A French high court has ruled this week that European consumers are allowed to re-sell their digital games bought on Steam much in the same way they can do it with physical ones.
The ruling, delivered by the High Court of Paris (Tribunal de grande instance de Paris), came as quite a blow for the company, who, in turn, promised it will appeal the decision.
So where did this come from in the first place?
It all began four years ago when a French consumer group called UFC-Que Choisir filed a suit against Steam, citing a number of complaints. Among them, the fact that Steam does not allow the users to resell the games. The court ruled in favor of UFC-Que Choisir after Valve’s defense, which insisted on Steam’s status as a subscription service, didn’t really strike a chord with them.

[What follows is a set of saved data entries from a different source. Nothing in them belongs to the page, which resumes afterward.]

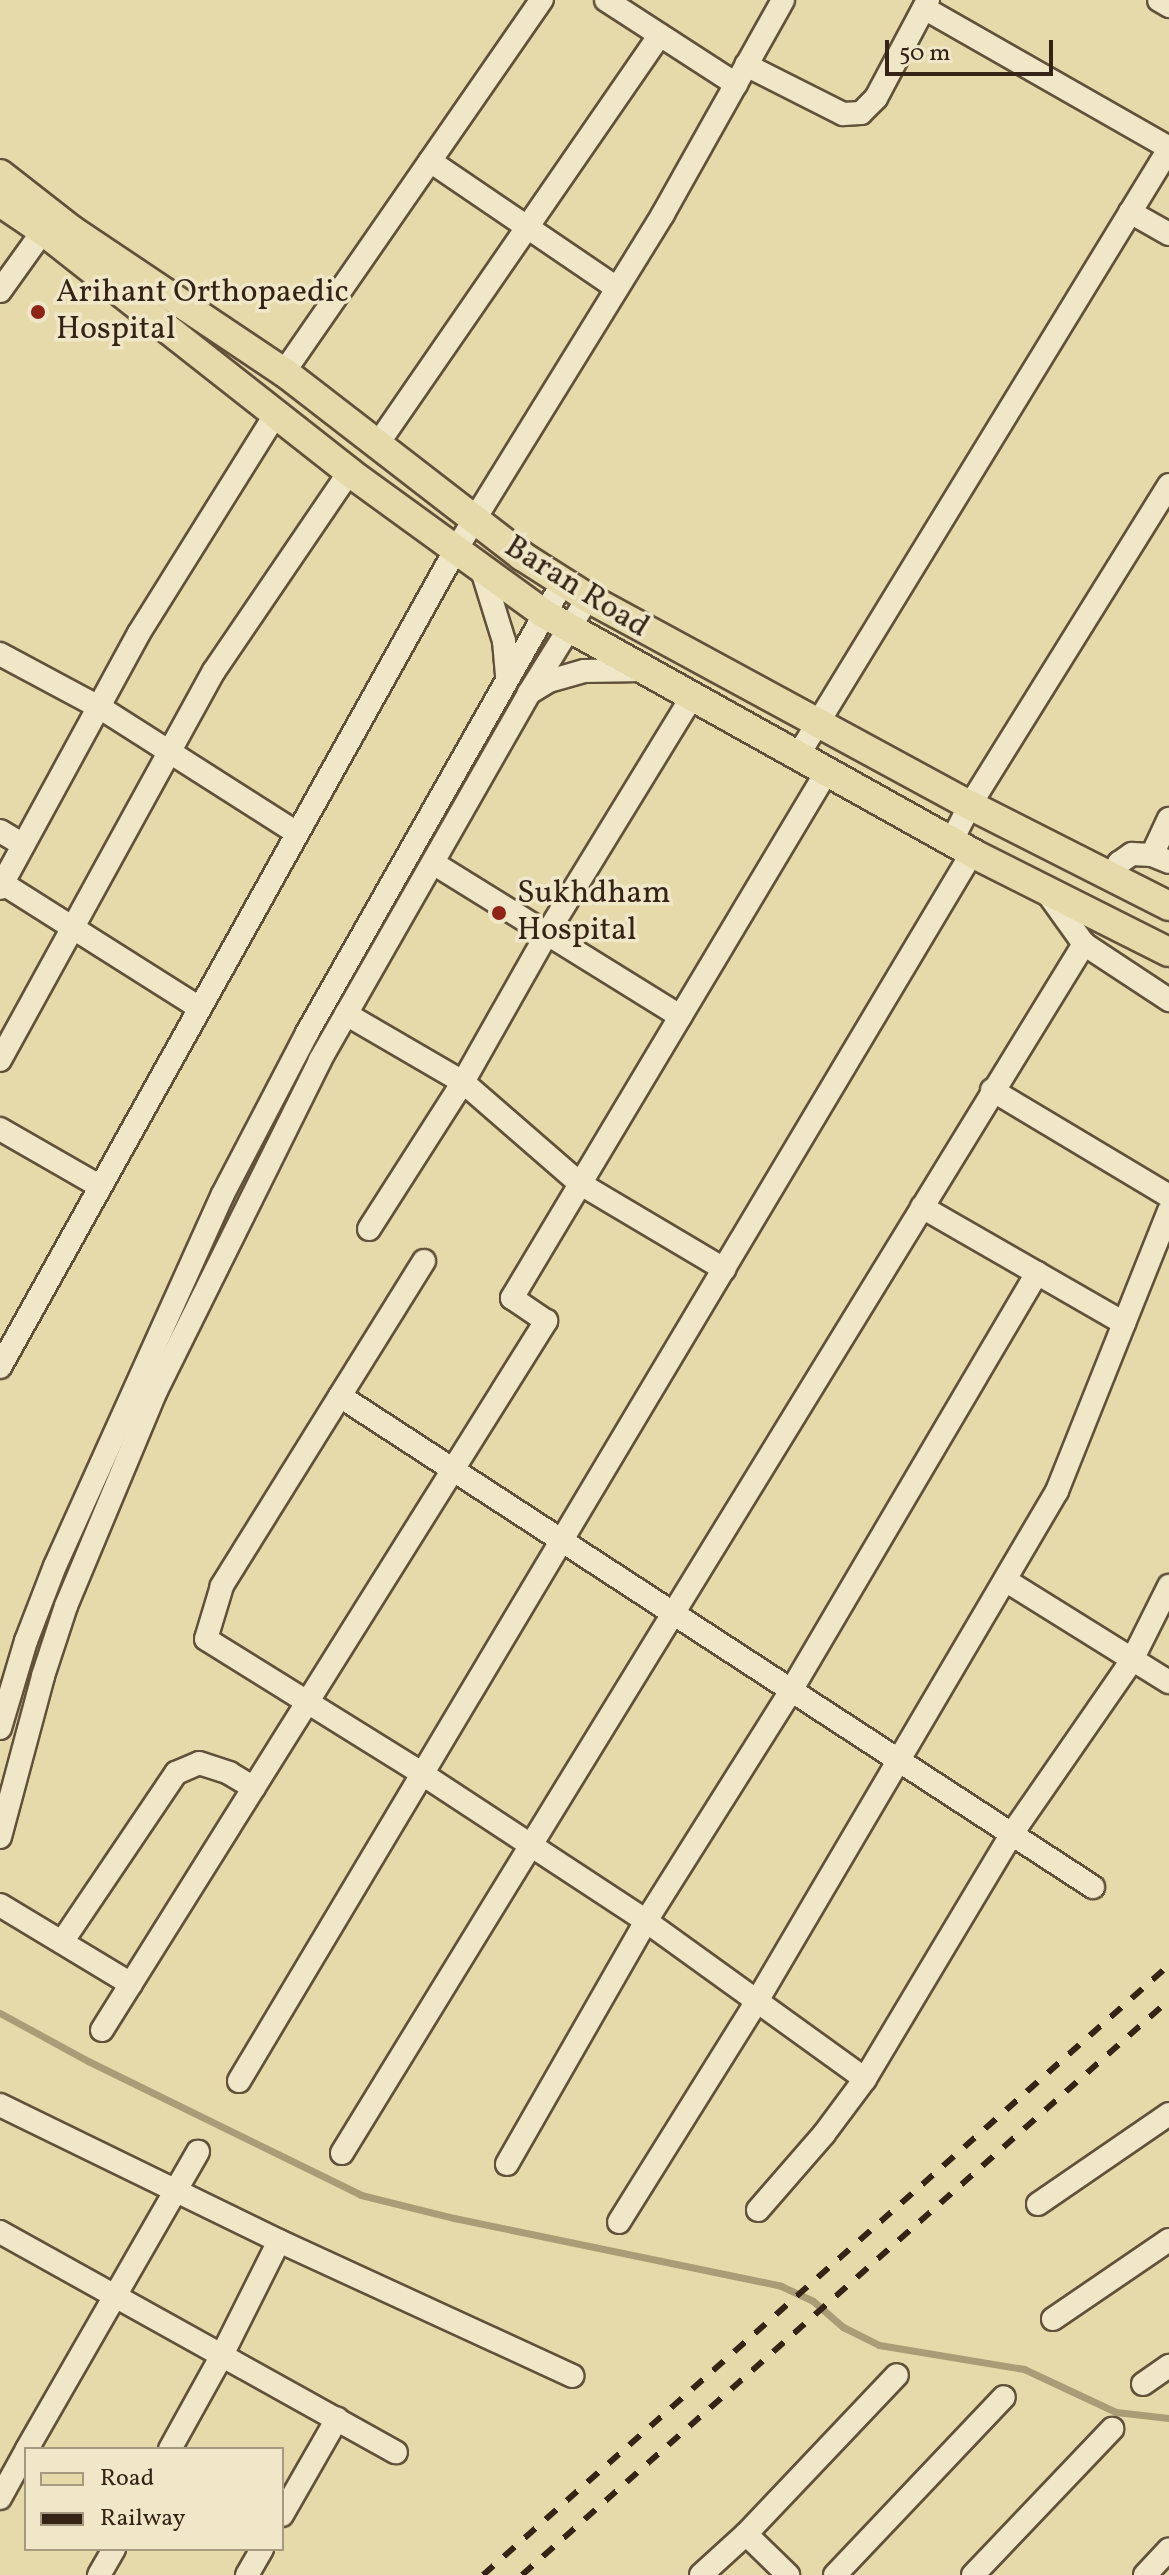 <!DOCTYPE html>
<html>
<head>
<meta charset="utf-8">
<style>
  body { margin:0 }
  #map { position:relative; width:1169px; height:2575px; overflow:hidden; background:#e7daaa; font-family:Vollkorn,serif }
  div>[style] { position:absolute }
  .stream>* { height:7px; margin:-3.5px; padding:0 3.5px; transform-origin:3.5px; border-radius:3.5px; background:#aa9c77 }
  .roads { filter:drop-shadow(2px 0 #62513a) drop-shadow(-2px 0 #62513a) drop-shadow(0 2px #62513a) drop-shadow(0 -2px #62513a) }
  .minor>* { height:22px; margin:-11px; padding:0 11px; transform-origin:11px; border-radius:11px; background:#efe7c8 }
  .major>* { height:28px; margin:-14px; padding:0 14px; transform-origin:14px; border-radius:14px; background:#e7daaa }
  .rail>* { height:6px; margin-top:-3px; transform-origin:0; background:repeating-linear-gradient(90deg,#352315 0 14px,transparent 0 28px) }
  .dots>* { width:22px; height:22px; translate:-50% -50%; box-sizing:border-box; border:4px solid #efe7c8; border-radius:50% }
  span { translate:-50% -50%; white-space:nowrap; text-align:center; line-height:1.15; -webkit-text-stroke:7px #efe7c8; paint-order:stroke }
  .poi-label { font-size:32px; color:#352315 }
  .left { translate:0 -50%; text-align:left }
  .street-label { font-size:32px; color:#352315 }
  .legend { position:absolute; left:24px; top:2447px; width:260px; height:104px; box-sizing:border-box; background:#efe7c8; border:2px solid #a59980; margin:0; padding:10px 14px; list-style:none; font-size:24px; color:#352315 }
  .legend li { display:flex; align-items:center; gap:16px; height:40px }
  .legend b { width:40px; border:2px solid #a59980 }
  .scale { position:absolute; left:885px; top:40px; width:168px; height:36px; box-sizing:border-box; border:4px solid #352315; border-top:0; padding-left:10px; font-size:24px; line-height:28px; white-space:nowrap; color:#352315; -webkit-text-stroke:6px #efe7c8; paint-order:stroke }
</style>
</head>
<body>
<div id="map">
  <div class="stream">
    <div style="left:0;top:2013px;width:100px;rotate:28.6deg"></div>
    <div style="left:88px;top:2061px;width:304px;rotate:26.1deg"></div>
    <div style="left:361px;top:2195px;width:96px;rotate:13.9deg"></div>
    <div style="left:454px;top:2218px;width:334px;rotate:11.7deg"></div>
    <div style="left:781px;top:2286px;width:35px;rotate:25deg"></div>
    <div style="left:813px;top:2301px;width:40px;rotate:41deg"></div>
    <div style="left:843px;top:2327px;width:40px;rotate:26.6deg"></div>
    <div style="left:879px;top:2345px;width:147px;rotate:9.4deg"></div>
    <div style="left:1024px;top:2369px;width:102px;rotate:25.1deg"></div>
    <div style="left:1116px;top:2412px;width:53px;rotate:6.5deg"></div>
  </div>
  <div class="roads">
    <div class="minor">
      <div style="left:606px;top:0;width:155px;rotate:32.9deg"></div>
      <div style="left:1159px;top:0;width:12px;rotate:31deg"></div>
      <div style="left:924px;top:8px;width:282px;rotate:29.7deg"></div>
      <div style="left:746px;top:65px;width:109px;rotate:26.8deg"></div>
      <div style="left:843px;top:114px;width:18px;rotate:-3deg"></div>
      <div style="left:861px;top:113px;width:21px;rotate:-45deg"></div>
      <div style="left:876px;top:98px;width:111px;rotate:-62deg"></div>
      <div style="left:430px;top:161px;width:226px;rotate:34.2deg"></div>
      <div style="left:1130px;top:212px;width:45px;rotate:29.4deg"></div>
      <div style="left:0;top:291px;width:74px;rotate:-54.4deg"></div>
      <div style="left:284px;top:372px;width:453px;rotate:-55.3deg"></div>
      <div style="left:377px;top:445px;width:498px;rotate:-55.4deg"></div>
      <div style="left:482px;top:570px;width:74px;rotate:72.8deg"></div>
      <div style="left:504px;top:641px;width:37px;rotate:85deg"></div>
      <div style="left:0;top:654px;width:112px;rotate:28.2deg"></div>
      <div style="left:99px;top:707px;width:232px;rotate:32.5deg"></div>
      <div style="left:529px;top:693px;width:23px;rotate:-31deg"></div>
      <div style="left:549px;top:681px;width:36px;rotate:-16deg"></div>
      <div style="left:584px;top:671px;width:59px;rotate:-1deg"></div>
      <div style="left:797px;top:757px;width:713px;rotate:-58.54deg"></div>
      <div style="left:0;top:831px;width:27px;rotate:31deg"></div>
      <div style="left:951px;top:842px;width:42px;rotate:-62.8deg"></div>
      <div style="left:970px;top:805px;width:377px;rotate:-58.1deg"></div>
      <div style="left:1152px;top:855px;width:40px;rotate:-65deg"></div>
      <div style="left:433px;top:863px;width:291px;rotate:31.8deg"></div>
      <div style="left:1113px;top:874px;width:13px;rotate:-61deg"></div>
      <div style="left:1119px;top:863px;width:16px;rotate:-35deg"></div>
      <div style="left:1132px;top:854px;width:20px;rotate:3deg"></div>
      <div style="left:1152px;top:855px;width:18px;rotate:22deg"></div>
      <div style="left:2px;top:883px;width:232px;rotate:32.3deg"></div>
      <div style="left:0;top:888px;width:290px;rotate:-61.4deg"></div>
      <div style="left:139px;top:633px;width:258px;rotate:-58deg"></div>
      <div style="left:1046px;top:891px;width:65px;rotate:54.4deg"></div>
      <div style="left:1084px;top:944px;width:102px;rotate:33.4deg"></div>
      <div style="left:346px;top:1014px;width:135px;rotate:30.2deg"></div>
      <div style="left:463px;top:1082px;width:154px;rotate:41deg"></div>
      <div style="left:579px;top:1183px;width:169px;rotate:30.7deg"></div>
      <div style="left:0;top:1060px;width:444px;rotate:-61.2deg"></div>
      <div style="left:214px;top:671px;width:240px;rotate:-55.8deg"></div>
      <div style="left:992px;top:1090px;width:206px;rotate:30.9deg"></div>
      <div style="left:0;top:1129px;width:114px;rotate:29.9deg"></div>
      <div style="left:922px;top:1207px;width:233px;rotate:29.9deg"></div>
      <div style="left:369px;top:1229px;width:174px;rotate:-57.4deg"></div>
      <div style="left:463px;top:1082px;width:169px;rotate:-60.5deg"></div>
      <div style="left:546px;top:935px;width:279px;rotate:-58.5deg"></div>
      <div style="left:424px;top:1261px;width:383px;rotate:121.9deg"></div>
      <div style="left:222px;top:1586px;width:55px;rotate:106.8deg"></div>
      <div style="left:206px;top:1639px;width:253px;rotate:31.9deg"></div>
      <div style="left:421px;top:1773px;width:269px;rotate:33.3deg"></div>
      <div style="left:646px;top:1921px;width:270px;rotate:35.8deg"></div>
      <div style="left:0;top:1367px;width:934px;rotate:-60.86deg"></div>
      <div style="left:455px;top:551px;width:396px;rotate:-58.3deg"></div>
      <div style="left:663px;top:214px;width:245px;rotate:-60.7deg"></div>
      <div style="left:340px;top:1396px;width:899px;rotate:33.11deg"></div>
      <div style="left:1005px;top:1580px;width:193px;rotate:31.9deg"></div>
      <div style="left:0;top:1728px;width:91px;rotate:-73.4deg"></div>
      <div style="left:26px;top:1641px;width:80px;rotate:-68.9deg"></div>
      <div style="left:55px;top:1566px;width:408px;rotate:-65.7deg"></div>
      <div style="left:223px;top:1194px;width:182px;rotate:-62.4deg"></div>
      <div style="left:307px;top:1033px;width:519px;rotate:-60.42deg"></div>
      <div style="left:0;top:1837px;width:167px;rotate:-75deg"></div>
      <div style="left:43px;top:1676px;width:74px;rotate:-71.8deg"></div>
      <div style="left:66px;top:1606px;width:233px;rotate:-67.3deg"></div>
      <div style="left:156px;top:1391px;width:369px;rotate:-63.6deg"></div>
      <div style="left:320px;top:1060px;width:422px;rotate:-60.3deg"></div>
      <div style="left:529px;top:693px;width:112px;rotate:-58.2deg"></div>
      <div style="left:0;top:1905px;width:153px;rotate:31.1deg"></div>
      <div style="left:62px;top:1942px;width:204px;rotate:-56deg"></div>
      <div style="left:176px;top:1773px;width:25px;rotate:-23deg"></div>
      <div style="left:199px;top:1763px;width:32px;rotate:18deg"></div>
      <div style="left:229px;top:1773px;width:29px;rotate:31deg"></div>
      <div style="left:102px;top:2030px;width:837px;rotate:-57.94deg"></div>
      <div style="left:546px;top:1321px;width:41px;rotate:-145.9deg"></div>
      <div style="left:512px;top:1298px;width:612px;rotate:-59.12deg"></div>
      <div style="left:239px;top:2081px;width:1430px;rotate:-59.17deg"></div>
      <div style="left:0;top:2105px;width:310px;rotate:26deg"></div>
      <div style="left:279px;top:2241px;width:323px;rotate:24.7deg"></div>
      <div style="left:342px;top:2153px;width:1419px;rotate:-58.46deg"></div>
      <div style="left:507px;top:2164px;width:280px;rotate:-60.2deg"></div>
      <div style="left:646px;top:1921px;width:274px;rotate:-57.8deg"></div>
      <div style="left:792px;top:1689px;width:483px;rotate:-59.5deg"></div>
      <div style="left:1038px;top:2204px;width:159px;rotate:-34.5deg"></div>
      <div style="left:758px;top:2210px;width:101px;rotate:-49deg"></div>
      <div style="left:824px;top:2134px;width:69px;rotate:-53.3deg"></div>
      <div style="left:865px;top:2079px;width:284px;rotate:-59.1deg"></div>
      <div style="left:1011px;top:1835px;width:213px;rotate:-55.3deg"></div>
      <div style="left:1132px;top:1660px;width:83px;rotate:-63.4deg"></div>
      <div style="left:619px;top:2222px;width:261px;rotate:-58deg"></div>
      <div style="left:757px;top:2001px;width:592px;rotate:-59.53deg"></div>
      <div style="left:1057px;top:1491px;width:302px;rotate:-68.2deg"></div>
      <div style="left:0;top:2232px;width:453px;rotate:29.1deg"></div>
      <div style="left:1053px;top:2319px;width:140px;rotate:-34.3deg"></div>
      <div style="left:1143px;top:2384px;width:32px;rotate:-35deg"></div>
      <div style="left:27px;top:2449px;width:343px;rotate:-60.1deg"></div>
      <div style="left:170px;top:2449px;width:107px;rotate:-61deg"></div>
      <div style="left:222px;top:2355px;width:127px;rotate:-63.4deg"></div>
      <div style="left:0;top:2498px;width:54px;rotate:-61deg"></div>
      <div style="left:282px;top:2515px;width:111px;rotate:-60.2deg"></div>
      <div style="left:746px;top:2534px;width:59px;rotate:44.3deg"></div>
      <div style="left:99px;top:2575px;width:30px;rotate:-60deg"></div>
      <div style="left:247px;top:2575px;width:30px;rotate:-60deg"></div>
      <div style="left:701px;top:2575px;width:61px;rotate:-42.3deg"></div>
      <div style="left:746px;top:2534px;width:219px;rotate:-46.5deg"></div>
      <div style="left:835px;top:2575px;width:245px;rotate:-46.5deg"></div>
      <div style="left:973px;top:2575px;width:202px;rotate:-46.4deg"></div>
      <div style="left:1145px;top:2575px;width:35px;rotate:-47deg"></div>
    </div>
    <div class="major">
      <div style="left:0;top:174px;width:93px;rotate:38deg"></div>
      <div style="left:73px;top:231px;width:254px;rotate:33.8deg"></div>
      <div style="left:284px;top:372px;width:301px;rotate:37.7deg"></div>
      <div style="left:522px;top:556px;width:78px;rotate:32.5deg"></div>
      <div style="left:588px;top:598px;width:434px;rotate:28.5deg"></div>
      <div style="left:970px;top:805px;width:223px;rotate:26.9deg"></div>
      <div style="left:0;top:202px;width:52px;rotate:34deg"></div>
      <div style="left:43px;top:231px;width:390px;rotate:38.2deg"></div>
      <div style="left:349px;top:472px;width:240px;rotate:36deg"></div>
      <div style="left:543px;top:613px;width:492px;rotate:29.2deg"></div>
      <div style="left:972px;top:853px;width:220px;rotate:26.7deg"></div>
    </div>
  </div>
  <div class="rail">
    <div style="left:483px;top:2575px;width:918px;rotate:-41.64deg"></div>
    <div style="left:522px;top:2575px;width:866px;rotate:-41.63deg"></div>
  </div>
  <div class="dots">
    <div style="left:38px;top:312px;background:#8f2418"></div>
    <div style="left:499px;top:913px;background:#8f2418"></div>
  </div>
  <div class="poi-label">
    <span class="left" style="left:56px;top:312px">Arihant Orthopaedic<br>Hospital</span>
    <span class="left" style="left:517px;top:913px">Sukhdham<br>Hospital</span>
  </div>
  <div class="street-label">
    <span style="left:576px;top:588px;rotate:32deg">Baran Road</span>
  </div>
  <ul class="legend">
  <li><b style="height:10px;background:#e7daaa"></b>Road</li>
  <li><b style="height:10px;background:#352315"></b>Railway</li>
  </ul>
  <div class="scale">50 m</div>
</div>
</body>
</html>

If Valve’s appeal will fail, the ruling will most likely echo across the European Union.
The court also saw eye to eye with UFC-Que Choisir on other counts too: for example, the organization was not happy with Steam’s policy of keeping whatever currency was left in a user’s Steam Wallet, should they choose to leave the service. The court ruled that Valve is responsible for reimbursing the users, should they choose to leave.
Valve will have to comply with other rulings tied to this particular case, withing a month. If it fails to do, it will have to pay a daily fine of up to 3,000 Euros, for up to six months.
“We disagree with the decision of the Paris Court of First Instance and will appeal it,” a Valve spokesperson said. “The decision will have no effect on Steam while the case is on appeal.”
So while the case is still rolling, we won’t see any changes on Steam but this is not the company’s only ongoing case: back in April the European Union charged with breaking the Digital Single Market rules and seems hellbent on changing the way the company is running Steam, one way or another.